*** SOURCE INFORMATION ***
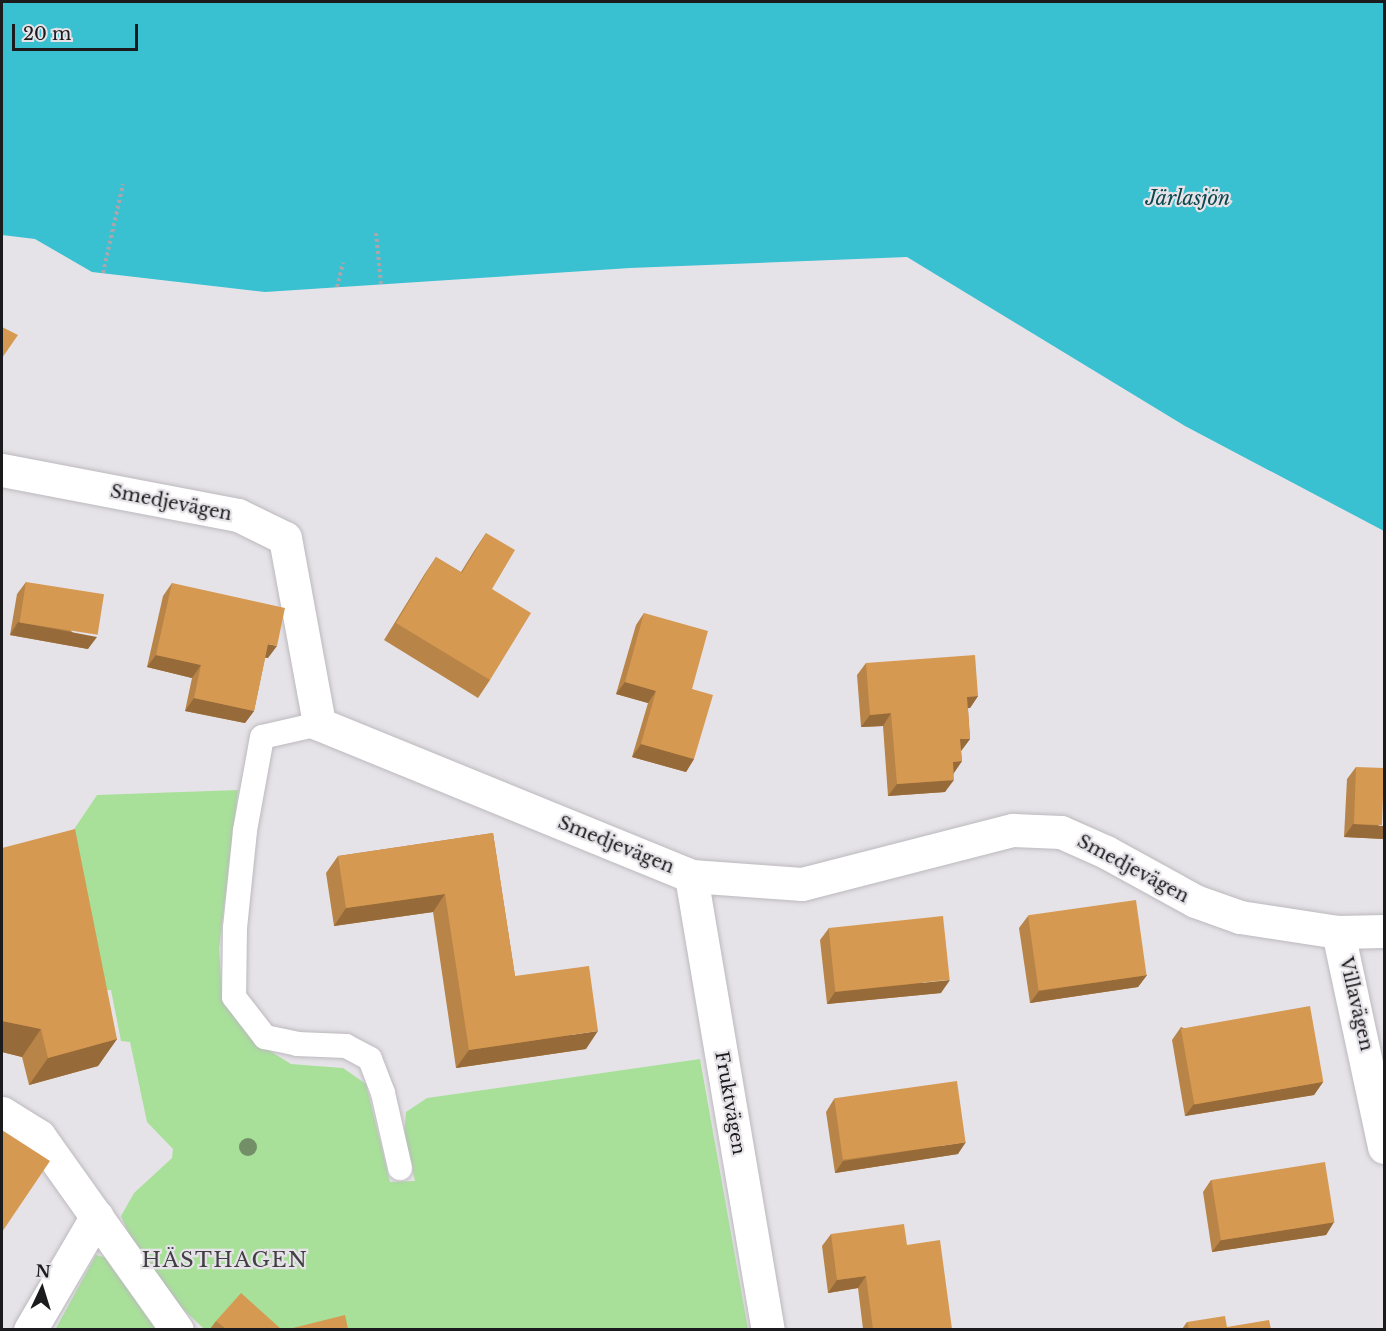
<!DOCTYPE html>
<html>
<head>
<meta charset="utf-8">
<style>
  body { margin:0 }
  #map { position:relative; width:1386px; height:1331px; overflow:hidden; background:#e6e3e8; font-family:"Libre Baskerville",serif }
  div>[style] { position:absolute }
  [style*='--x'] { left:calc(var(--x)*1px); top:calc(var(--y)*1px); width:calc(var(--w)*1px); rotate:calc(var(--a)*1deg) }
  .green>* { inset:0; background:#a8e09a }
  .water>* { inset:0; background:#39c0d1 }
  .path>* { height:4px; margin-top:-2px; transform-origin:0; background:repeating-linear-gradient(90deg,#a9a7ab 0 3px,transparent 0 6px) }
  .roads { filter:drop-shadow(0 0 2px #bcb9be) drop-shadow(0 0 2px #bcb9be) }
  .lane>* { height:24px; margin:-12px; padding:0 12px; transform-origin:12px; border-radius:12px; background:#fff }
  .street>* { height:33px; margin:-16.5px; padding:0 16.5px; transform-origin:16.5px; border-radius:16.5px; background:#fff }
  .trees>* { width:18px; height:18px; margin:-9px; border-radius:50%; background:#738f68 }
  .wall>* { inset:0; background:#b88447 }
  .shaded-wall>* { inset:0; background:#966b39 }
  .building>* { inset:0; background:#d69952; transform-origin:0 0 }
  span { translate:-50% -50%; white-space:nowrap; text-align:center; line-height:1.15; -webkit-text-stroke:4.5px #e6e3e8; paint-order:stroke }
  .street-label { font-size:18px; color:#1b1a1c }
  .water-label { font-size:20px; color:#0c474e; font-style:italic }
  .quarter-label { font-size:21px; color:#424044; letter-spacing:1.5px }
  .frame { position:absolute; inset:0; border:3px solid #1b1a1c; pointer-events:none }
  .north { position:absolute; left:12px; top:1259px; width:60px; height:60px; -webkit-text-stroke:4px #e6e3e8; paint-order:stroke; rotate:4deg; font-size:16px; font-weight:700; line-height:24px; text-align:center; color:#1b1a1c }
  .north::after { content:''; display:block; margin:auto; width:21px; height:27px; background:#1b1a1c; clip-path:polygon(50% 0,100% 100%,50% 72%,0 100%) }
  .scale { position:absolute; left:12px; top:24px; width:126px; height:27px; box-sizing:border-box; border:3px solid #1b1a1c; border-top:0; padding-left:8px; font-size:18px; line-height:21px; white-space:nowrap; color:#1b1a1c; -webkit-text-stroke:4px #e6e3e8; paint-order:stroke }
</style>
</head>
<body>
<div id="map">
  <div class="green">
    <div style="clip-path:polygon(238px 790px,219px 949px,222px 993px,262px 1046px,291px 1064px,343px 1068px,366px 1084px,390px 1182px,415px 1181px,404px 1136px,406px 1112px,427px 1098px,700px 1059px,748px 1329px,204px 1329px,182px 1308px,131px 1239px,121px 1216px,134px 1193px,172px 1158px,173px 1149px,147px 1122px,130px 1042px,121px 1041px,111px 990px,83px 992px,56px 856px,97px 795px)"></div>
    <div style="clip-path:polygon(96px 1255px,111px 1259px,163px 1330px,55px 1330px)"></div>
  </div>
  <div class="water">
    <div style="clip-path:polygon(2px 2px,1384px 2px,1384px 531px,1185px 426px,907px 257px,630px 268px,265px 292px,92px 272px,35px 239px,2px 235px)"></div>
  </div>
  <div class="path">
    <div style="--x:376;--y:233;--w:51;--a:84.4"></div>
    <div style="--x:103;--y:273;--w:91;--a:-77.3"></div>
    <div style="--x:337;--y:287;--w:25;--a:-76"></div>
  </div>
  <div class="roads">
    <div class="lane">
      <div style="--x:319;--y:724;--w:58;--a:167.2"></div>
      <div style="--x:262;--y:737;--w:96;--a:100.3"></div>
      <div style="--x:245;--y:831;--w:98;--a:95.9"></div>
      <div style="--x:235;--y:928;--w:69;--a:90.8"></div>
      <div style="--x:234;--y:997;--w:51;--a:52.2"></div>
      <div style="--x:265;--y:1037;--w:33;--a:12"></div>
      <div style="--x:297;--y:1044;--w:49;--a:2.3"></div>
      <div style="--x:346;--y:1046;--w:27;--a:28"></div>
      <div style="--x:370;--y:1059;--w:36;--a:69"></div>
      <div style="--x:383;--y:1093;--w:77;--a:77.2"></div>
    </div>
    <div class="street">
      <div style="--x:2;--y:470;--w:240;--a:10.8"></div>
      <div style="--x:238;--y:515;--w:52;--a:26.1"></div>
      <div style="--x:285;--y:538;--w:189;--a:79.6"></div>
      <div style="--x:319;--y:724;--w:402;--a:22.2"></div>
      <div style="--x:691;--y:876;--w:111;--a:4.1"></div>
      <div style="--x:802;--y:884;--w:218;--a:-14.4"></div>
      <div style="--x:1013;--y:830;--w:48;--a:2.4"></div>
      <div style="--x:1061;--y:832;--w:49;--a:24"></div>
      <div style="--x:1106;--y:852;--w:102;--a:28.8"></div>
      <div style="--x:1195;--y:901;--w:48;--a:19.6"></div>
      <div style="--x:1240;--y:917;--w:99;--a:8.7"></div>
      <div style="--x:1338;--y:932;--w:46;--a:-1.2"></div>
      <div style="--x:691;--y:876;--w:460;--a:80.4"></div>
      <div style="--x:1338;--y:932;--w:220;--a:77.9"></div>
      <div style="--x:2;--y:1113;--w:44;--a:31.9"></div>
      <div style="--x:39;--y:1136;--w:238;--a:54.6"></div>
      <div style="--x:30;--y:1330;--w:132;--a:-59.6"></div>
    </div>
  </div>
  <div class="trees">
    <div style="left:248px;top:1147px"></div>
  </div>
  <div class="wall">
    <div style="clip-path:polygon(486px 533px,492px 589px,490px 680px,478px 698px,384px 640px,424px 575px,436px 557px,461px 572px,474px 551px)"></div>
    <div style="clip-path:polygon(26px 582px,88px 649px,10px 635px,17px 594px)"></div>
    <div style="clip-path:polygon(172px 583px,268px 658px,265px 658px,254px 711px,245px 723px,185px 711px,192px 678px,147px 667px,163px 596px)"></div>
    <div style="clip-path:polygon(644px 613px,692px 689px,694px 759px,686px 772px,632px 757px,648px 703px,616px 694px,636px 625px)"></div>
    <div style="clip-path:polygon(866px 663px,978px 696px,970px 708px,968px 708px,970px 739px,961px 751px,962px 761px,954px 773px,945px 792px,888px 796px,883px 726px,861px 727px,857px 675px)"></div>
    <div style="clip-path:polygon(1356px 767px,1384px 839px,1344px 837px,1347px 779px)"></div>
    <div style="clip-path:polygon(493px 833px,515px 976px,586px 1049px,456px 1068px,433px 912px,334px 926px,326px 873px,338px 856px)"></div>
    <div style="clip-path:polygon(2px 848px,117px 1039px,98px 1066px,29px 1085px,22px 1057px,2px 1052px)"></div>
    <div style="clip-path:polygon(1028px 916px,1147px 975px,1138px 987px,1030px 1003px,1019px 928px)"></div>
    <div style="clip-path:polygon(829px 928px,941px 993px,827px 1004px,820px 940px)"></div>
    <div style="clip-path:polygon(1181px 1027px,1323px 1082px,1314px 1095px,1185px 1116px,1172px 1040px)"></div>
    <div style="clip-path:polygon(834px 1099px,958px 1154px,835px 1173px,826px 1112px)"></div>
    <div style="clip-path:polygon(1211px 1180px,1334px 1222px,1326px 1235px,1212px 1252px,1203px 1192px)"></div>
    <div style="clip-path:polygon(831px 1234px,907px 1245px,952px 1329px,863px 1329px,858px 1288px,828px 1293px,822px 1246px)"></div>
    <div style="clip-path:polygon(216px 1321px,281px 1329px,210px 1329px)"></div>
    <div style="clip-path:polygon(1187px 1322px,1227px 1327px,1271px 1329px,1182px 1329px)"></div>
  </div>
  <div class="shaded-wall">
    <div style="clip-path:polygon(18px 622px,97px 637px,88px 649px,10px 635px)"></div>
    <div style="clip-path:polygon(268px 644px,277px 646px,268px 658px,260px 656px)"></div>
    <div style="clip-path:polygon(156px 655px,201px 665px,192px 678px,147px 667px)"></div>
    <div style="clip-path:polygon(625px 682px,656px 691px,648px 703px,616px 694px)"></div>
    <div style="clip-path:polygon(978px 696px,970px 708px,958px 709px,967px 697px)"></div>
    <div style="clip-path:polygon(194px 698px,254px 711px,245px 723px,185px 711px)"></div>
    <div style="clip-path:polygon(891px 713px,883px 726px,861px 727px,870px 715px)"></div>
    <div style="clip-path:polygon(960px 739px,970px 739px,961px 751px,951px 752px)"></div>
    <div style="clip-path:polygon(641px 744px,694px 759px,686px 772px,632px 757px)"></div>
    <div style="clip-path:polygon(962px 761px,953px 774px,953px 762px)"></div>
    <div style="clip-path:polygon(954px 780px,945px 792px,888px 796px,897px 784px)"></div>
    <div style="clip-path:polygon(1353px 824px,1384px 826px,1384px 839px,1344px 837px)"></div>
    <div style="clip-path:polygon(445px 894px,433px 912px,334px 926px,346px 908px)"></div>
    <div style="clip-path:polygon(1147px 975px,1138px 987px,1030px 1003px,1039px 991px)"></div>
    <div style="clip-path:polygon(950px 980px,941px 993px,827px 1004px,835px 992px)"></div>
    <div style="clip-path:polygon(2px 1021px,41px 1029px,22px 1057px,2px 1052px)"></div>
    <div style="clip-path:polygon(598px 1031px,586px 1049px,456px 1068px,469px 1050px)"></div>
    <div style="clip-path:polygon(117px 1039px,98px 1066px,29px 1085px,48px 1058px)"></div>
    <div style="clip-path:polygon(1323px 1082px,1314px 1095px,1185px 1116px,1194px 1104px)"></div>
    <div style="clip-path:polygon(966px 1142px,958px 1154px,835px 1173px,843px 1161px)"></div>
    <div style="clip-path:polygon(1334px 1222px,1326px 1235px,1212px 1252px,1221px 1240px)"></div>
    <div style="clip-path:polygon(866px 1276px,858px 1288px,828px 1293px,837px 1280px)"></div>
  </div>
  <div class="building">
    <div style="clip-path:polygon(2px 327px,18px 335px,2px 358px)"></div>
    <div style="clip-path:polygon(486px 533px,515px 550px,492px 589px,531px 613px,490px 680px,396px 623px,436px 557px,462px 573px)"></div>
    <div style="left:26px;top:582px;width:79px;height:41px;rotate:9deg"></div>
    <div style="clip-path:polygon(172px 583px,285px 608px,277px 646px,268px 644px,254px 711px,194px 698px,201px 665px,156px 655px)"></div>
    <div style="clip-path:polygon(644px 613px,708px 631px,692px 689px,713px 695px,694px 759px,641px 744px,656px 691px,625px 682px)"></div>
    <div style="clip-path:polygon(975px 655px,978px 696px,967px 697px,970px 739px,960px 739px,962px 761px,953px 762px,954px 780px,897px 784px,891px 713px,870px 715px,866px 663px)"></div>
    <div style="left:1356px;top:767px;width:28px;height:57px;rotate:2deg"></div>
    <div style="clip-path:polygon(75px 829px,117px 1039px,48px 1058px,41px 1029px,2px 1021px,2px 848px)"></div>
    <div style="clip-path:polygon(493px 833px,515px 976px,589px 966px,598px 1031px,469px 1050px,445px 894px,346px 908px,338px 856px)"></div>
    <div style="left:1136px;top:900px;width:76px;height:109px;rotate:82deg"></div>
    <div style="left:943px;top:916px;width:64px;height:115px;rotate:84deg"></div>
    <div style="left:1310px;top:1006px;width:77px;height:131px;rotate:80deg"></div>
    <div style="left:957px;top:1081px;width:62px;height:124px;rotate:82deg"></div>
    <div style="clip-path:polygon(2px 1130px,50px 1161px,2px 1232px)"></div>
    <div style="left:1325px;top:1162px;width:61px;height:115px;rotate:81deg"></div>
    <div style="clip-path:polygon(904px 1224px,907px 1245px,940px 1240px,952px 1329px,873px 1329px,866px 1276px,837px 1280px,831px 1234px)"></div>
    <div style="clip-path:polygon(241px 1293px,281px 1329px,226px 1329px,216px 1321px)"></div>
    <div style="clip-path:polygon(345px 1315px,348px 1329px,289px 1329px)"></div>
    <div style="clip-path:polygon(1225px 1316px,1227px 1327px,1269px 1320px,1271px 1329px,1189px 1329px,1187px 1322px)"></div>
  </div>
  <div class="street-label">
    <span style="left:171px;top:503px;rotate:11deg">Smedjevägen</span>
    <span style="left:616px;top:845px;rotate:22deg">Smedjevägen</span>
    <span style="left:1133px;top:869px;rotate:28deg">Smedjevägen</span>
    <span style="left:1356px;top:1004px;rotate:77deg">Villavägen</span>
    <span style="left:730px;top:1103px;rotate:80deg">Fruktvägen</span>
  </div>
  <div class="water-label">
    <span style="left:1188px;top:198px">Järlasjön</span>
  </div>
  <div class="quarter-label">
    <span style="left:225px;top:1260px">HÄSTHAGEN</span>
  </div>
  <div class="frame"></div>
  <div class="north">N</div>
  <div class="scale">20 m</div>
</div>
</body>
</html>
*** End of SOURCE INFORMATION ***
▶ **WORK TO BE COMPLETED**
Give again, word for word, the lines above from the first one through the one containing "position:relative; width:1386px; height:1331px;"; no pictures.

▶ **EXERCISE OUTPUT**
<!DOCTYPE html>
<html>
<head>
<meta charset="utf-8">
<style>
  body { margin:0 }
  #map { position:relative; width:1386px; height:1331px; overflow:hidden; background:#e6e3e8; font-family:"Libre Baskerville",serif }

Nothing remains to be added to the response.